Important to take into account is that this week you laptop will be doing the heavy lifting. Accordingly, in the assignment, you should be carefull not to choose a concept that has too many articles.

Hackathon Challenges

Challenge 1

Choose a data set and run a LDA topic model to inquire the topics of the media agenda. You can either work with the AmCAT data set with newspaper articles on the US presidential candidates in 2020 or the Guardian data set with newspaper articles in politics, economy, society and international sections from 2012 to 2016. To get the data, one can run the code to download the data from quanteda.corpora or download the .csv file with AmCAT data from Canvas.

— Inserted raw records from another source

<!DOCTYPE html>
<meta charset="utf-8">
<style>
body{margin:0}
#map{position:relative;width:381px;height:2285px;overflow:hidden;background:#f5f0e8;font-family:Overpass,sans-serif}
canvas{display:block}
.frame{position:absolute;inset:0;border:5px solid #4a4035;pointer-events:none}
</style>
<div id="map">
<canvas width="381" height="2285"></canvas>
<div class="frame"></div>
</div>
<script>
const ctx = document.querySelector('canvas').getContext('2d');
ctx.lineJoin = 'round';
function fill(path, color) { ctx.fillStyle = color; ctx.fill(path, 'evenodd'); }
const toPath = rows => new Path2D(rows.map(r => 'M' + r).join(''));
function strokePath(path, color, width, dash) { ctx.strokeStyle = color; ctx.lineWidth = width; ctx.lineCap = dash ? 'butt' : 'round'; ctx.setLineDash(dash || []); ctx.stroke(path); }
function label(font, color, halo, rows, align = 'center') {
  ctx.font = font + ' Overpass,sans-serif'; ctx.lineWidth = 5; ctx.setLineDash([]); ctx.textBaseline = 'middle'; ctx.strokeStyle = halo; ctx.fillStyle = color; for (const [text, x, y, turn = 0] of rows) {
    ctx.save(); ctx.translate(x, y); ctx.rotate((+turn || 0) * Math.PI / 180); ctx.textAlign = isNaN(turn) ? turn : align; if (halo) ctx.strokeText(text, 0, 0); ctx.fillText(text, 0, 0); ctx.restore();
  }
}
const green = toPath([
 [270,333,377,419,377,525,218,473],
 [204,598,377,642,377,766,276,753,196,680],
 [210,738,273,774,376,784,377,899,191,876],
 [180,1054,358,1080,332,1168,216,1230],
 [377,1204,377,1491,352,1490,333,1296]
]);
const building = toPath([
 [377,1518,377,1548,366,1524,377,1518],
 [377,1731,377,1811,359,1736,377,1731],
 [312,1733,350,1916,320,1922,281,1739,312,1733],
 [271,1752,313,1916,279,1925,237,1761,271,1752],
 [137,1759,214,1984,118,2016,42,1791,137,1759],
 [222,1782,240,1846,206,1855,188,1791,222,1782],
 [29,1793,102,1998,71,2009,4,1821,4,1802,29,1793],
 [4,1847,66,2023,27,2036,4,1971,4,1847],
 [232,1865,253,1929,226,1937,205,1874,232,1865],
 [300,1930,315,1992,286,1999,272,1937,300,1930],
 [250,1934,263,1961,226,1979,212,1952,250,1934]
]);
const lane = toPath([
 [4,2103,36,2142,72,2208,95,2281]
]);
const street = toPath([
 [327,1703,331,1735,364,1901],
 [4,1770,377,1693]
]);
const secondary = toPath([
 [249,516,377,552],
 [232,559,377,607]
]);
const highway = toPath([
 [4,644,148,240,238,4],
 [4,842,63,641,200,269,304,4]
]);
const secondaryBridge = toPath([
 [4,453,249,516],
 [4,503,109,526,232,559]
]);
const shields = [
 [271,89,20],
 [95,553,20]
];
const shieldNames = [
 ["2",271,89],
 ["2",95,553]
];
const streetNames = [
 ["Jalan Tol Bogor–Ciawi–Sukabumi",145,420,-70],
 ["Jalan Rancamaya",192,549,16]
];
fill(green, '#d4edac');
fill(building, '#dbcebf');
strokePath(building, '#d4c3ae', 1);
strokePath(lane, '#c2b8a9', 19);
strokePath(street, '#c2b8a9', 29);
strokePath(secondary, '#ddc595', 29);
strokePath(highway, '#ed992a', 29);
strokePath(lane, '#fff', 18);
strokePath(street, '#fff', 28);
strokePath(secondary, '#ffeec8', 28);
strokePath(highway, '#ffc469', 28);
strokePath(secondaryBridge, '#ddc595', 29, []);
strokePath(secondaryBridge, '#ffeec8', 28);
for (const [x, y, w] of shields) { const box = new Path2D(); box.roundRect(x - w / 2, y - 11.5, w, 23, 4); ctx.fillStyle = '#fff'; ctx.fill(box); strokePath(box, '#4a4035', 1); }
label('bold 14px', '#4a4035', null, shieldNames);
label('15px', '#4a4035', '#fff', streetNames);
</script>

Take a look at respectively the tutorial of two weeks ago or last week (here and here) to see how to obtain the data.

For later challenges in this hackathon, please already add a year variable to the corpus by running the following code if you use Guaridan data:

library(quanteda)

df <- convert(corp, to = "data.frame") %>%
  mutate(year = substr(date, 1, 4))
corp <- corpus(df)

If you use AmCAT data, run the following code to add the variable:

d <-d %>%
  mutate(month = substr(date, 6, 7))

To conduct the analysis using LDA topic models, we have to create a document-term matrix (DTM), for more information about DTM, see the tutorial on basic text analysis with quanteda. Look at the tutorials of last week (here and here) how you can shape the AmCAT data or the Guardian data into a dtm.

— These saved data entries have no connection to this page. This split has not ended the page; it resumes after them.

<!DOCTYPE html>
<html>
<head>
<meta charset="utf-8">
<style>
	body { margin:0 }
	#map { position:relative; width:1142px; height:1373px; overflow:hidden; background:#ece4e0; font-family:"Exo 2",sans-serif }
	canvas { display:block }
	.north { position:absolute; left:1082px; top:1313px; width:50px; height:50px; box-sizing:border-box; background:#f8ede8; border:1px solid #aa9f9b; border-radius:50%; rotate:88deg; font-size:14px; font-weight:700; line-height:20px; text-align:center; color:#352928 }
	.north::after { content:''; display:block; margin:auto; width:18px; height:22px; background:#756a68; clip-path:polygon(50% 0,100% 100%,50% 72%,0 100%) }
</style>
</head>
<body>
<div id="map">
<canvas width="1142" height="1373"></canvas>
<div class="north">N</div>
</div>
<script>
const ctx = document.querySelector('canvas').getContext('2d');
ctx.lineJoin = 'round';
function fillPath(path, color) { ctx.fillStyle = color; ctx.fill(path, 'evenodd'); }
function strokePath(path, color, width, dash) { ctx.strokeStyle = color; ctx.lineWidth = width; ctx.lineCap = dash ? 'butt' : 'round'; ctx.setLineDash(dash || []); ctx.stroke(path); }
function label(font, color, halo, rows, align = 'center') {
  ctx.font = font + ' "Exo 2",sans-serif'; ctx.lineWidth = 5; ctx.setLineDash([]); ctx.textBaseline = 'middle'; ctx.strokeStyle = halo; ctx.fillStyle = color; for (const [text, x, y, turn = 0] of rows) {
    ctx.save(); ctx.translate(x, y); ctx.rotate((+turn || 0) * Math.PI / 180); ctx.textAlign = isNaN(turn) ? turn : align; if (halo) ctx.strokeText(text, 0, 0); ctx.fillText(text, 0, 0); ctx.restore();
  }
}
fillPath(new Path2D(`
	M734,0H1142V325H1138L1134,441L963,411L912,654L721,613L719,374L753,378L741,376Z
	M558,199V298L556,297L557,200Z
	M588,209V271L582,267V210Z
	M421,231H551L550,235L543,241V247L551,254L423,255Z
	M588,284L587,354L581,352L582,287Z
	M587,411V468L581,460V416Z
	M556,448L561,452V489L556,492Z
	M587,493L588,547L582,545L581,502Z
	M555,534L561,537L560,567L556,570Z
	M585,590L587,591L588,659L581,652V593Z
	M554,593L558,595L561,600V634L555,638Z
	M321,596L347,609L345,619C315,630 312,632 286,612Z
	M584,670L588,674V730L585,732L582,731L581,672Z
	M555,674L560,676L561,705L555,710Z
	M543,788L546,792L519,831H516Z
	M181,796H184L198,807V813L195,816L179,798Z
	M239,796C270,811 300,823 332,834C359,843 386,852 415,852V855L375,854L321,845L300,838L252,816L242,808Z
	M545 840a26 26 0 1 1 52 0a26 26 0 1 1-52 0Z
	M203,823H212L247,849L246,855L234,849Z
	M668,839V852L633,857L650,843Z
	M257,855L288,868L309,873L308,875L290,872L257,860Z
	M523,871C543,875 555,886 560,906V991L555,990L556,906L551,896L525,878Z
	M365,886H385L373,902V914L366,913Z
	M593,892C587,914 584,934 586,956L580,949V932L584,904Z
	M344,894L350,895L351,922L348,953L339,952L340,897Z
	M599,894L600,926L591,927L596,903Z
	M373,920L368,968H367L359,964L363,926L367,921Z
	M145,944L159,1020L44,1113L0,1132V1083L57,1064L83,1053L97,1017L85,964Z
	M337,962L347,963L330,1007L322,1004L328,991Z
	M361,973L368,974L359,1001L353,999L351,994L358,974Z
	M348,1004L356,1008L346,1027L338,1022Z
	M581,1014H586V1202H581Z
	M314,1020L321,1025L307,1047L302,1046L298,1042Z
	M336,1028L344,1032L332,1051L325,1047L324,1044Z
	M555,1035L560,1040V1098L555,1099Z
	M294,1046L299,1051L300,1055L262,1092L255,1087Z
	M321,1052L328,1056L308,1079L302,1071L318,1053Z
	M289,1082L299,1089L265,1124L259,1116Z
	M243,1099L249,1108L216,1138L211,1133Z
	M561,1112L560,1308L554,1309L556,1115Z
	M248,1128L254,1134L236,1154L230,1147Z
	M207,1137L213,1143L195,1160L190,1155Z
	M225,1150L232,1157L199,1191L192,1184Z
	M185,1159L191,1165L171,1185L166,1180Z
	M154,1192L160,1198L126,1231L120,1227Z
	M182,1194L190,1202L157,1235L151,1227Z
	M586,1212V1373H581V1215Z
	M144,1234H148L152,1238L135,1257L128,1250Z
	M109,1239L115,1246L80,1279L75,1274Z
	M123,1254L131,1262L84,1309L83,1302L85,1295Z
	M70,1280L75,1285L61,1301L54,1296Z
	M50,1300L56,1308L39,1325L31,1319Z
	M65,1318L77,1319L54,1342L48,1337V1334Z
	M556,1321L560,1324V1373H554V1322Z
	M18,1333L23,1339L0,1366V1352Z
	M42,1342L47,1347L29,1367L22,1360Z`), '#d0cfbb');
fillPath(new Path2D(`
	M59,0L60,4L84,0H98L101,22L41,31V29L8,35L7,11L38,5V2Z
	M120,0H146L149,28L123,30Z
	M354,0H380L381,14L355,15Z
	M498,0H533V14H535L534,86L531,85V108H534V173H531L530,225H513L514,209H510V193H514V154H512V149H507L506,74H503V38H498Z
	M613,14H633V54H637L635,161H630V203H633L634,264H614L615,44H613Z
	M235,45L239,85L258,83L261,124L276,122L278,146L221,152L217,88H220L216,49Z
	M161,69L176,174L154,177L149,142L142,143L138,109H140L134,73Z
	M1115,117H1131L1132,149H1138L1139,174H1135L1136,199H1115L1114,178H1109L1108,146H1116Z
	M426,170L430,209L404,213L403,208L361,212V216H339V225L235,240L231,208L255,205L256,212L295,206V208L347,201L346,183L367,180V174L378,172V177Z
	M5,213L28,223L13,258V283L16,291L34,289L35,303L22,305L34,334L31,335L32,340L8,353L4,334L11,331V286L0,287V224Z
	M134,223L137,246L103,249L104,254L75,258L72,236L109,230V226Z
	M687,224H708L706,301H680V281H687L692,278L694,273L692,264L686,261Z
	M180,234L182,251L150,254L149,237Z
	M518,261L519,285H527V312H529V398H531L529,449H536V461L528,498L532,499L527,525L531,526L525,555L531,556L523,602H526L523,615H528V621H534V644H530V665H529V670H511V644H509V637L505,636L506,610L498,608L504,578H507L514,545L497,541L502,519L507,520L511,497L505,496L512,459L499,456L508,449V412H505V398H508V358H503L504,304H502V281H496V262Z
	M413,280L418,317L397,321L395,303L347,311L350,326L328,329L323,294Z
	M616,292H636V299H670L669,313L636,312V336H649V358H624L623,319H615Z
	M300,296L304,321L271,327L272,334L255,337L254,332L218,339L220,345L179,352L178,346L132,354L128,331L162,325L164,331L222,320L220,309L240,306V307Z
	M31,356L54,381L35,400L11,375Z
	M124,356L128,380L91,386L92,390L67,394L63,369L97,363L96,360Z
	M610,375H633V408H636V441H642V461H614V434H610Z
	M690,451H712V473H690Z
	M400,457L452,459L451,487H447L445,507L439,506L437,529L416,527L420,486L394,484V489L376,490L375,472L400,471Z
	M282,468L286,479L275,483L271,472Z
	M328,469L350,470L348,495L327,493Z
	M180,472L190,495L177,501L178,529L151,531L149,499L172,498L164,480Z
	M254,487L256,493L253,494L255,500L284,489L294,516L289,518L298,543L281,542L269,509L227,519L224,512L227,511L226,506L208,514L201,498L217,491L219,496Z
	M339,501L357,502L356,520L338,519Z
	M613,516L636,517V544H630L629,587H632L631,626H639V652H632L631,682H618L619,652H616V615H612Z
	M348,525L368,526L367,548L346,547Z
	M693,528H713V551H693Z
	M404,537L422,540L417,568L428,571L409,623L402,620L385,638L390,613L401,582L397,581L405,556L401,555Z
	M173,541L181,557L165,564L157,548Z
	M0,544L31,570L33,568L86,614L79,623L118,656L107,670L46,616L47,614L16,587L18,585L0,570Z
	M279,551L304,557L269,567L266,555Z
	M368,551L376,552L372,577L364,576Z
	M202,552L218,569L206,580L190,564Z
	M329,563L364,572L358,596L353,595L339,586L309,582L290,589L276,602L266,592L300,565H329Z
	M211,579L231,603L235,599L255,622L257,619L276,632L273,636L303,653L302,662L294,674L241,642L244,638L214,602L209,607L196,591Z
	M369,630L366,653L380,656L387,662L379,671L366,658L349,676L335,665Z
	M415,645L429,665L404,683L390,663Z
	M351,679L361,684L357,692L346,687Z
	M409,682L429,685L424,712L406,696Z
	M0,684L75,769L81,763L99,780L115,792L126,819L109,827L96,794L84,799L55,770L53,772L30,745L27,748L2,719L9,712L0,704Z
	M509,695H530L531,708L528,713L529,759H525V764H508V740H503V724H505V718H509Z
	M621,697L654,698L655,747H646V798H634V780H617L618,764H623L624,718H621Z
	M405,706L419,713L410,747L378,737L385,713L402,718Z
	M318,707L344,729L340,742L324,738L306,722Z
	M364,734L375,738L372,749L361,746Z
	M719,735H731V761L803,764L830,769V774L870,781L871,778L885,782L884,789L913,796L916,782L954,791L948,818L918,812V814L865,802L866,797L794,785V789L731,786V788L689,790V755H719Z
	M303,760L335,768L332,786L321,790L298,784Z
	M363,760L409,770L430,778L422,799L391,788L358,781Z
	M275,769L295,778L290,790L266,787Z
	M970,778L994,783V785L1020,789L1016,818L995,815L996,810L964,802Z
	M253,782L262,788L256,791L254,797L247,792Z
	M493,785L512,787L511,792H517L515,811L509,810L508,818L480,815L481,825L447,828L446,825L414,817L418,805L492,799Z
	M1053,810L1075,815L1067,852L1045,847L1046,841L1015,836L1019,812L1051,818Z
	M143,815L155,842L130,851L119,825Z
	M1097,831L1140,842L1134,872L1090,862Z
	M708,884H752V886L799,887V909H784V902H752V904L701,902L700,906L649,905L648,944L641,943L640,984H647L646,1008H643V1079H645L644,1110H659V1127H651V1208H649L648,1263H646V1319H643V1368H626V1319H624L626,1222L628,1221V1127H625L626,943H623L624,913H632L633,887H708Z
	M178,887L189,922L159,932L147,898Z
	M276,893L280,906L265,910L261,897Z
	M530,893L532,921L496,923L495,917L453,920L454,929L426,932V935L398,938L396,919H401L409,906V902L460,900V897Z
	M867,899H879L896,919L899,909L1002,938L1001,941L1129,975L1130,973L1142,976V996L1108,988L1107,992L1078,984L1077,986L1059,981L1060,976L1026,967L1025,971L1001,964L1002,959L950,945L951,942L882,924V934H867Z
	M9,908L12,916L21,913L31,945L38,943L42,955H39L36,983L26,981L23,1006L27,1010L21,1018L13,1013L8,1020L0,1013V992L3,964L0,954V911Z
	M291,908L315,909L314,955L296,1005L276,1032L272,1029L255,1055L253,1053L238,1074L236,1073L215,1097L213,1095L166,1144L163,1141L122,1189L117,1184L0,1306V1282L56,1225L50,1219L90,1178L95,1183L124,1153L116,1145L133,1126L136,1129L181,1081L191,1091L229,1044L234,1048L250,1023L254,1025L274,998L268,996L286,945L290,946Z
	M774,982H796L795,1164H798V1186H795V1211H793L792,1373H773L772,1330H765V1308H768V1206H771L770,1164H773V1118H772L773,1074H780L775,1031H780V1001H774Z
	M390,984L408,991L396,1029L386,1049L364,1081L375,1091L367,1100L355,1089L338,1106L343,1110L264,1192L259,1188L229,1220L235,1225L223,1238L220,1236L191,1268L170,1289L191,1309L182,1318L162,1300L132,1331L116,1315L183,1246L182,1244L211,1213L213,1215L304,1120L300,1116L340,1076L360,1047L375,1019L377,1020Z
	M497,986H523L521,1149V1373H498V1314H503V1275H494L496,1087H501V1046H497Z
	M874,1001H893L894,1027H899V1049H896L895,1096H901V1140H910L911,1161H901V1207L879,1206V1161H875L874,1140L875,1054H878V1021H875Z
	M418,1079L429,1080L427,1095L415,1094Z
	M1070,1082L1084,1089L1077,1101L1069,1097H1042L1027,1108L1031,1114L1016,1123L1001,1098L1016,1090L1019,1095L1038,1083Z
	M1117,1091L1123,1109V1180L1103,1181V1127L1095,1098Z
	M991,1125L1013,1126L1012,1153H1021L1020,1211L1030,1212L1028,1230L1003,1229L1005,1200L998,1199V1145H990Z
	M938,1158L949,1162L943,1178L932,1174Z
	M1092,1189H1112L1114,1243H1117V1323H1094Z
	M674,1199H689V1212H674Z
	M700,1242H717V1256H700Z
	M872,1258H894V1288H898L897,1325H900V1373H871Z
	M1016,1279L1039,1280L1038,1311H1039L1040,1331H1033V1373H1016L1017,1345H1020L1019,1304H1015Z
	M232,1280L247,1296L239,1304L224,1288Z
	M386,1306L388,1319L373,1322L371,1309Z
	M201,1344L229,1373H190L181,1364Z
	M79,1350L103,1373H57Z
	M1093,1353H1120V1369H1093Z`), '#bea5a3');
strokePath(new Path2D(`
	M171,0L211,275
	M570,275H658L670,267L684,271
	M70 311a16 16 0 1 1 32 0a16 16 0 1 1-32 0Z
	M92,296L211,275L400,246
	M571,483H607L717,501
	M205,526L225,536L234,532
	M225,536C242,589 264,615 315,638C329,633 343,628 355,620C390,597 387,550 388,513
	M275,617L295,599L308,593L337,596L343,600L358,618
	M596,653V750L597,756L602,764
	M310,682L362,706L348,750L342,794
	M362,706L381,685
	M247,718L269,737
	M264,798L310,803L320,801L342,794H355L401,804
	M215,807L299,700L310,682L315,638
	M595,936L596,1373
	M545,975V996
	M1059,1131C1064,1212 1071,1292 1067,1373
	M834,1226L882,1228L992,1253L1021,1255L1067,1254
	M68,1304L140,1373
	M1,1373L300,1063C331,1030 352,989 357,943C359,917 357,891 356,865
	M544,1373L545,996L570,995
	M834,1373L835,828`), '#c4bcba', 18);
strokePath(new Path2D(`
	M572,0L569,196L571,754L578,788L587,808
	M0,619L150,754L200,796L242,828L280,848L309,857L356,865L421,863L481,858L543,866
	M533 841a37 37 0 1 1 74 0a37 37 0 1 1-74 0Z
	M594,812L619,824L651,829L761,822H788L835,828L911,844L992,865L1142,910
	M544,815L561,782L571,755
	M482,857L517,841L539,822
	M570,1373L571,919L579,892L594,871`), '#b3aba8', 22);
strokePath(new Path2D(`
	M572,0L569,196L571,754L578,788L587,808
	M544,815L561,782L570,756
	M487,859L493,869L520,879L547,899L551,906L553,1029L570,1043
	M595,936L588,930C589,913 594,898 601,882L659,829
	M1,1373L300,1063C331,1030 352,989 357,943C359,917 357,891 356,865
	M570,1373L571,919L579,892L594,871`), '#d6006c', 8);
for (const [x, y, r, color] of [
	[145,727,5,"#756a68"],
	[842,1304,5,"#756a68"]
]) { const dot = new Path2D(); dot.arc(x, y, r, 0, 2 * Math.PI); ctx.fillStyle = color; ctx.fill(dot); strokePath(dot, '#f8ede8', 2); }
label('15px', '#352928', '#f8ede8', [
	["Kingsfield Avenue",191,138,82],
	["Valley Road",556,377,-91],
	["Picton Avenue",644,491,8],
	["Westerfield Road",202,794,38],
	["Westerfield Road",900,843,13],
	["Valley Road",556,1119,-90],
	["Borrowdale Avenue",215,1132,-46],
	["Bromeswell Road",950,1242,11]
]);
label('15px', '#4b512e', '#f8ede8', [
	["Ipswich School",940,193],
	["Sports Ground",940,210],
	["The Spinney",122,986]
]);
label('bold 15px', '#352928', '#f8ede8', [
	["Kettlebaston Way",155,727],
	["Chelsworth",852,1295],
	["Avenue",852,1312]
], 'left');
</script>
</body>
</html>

After turning the corpus into a dtm, run LDA topic model from a dfm – have a look at the tutorial to see how to do this.

Don’t forget to filter the words, otherwise the procedure of running an LDA might take forever, or even makes your computer crash.

I will run a LDA topic model with 10 topics, and set the seed to the date of the tutorial.

This can take some time if you do not have a powerful computer, don’t forget cache=T therefore.

Challenge 2

Validation is very important when applying topic models to measure any agenda. Inspect the results of your LDA model using terms, and make a wordcloud for at least 3 topics. Give an interpretation for each topic elaborated with an example. Have a look at the tutorial for the code.

library(wordcloud)

terms(m_G, 5)
Topic 1 Topic 2 Topic 3 Topic 4 Topic 5 Topic 6 Topic 7 Topic 8 Topic 9 Topic 10
said said people one block-time said said party trump said
police people said can published-time eu us said said year
court one health says gmt government government labour clinton $
told two can like bst minister security government new business
topic <- 5
words_G <- posterior(m_G)$terms[topic, ]
topwords_G <- head(sort(words_G, decreasing = T), n=50)
wordcloud(names(topwords_G), topwords_G)

terms(m_A, 5)
Topic 1 Topic 2 Topic 3 Topic 4 Topic 5 Topic 6 Topic 7 Topic 8 Topic 9 Topic 10
like court mr said said $ mr said de bst
one senate biden united police said trump coronavirus la coronavirus
people said trump china black companies president health que
can republican said mr people new said new en cases
just election campaign states protests economic house virus el updated
topic <- 5
words_A <- posterior(m_A)$terms[topic, ]
topwords_A <- head(sort(words_A, decreasing = T), n=50)
wordcloud(names(topwords_A), topwords_A)

Finally, see in which years certain topics were more prevelent.

Challenge 3

Reflect on the validity of the current analysis: to what extent do the results of the LDA model measure the media agenda?

Challenge 4

The method used in the tutorial is pretty crude. Can you think of any problem in particular, and any ways to mend them? Are there problems which cannot be solved, or would be very hard to solve?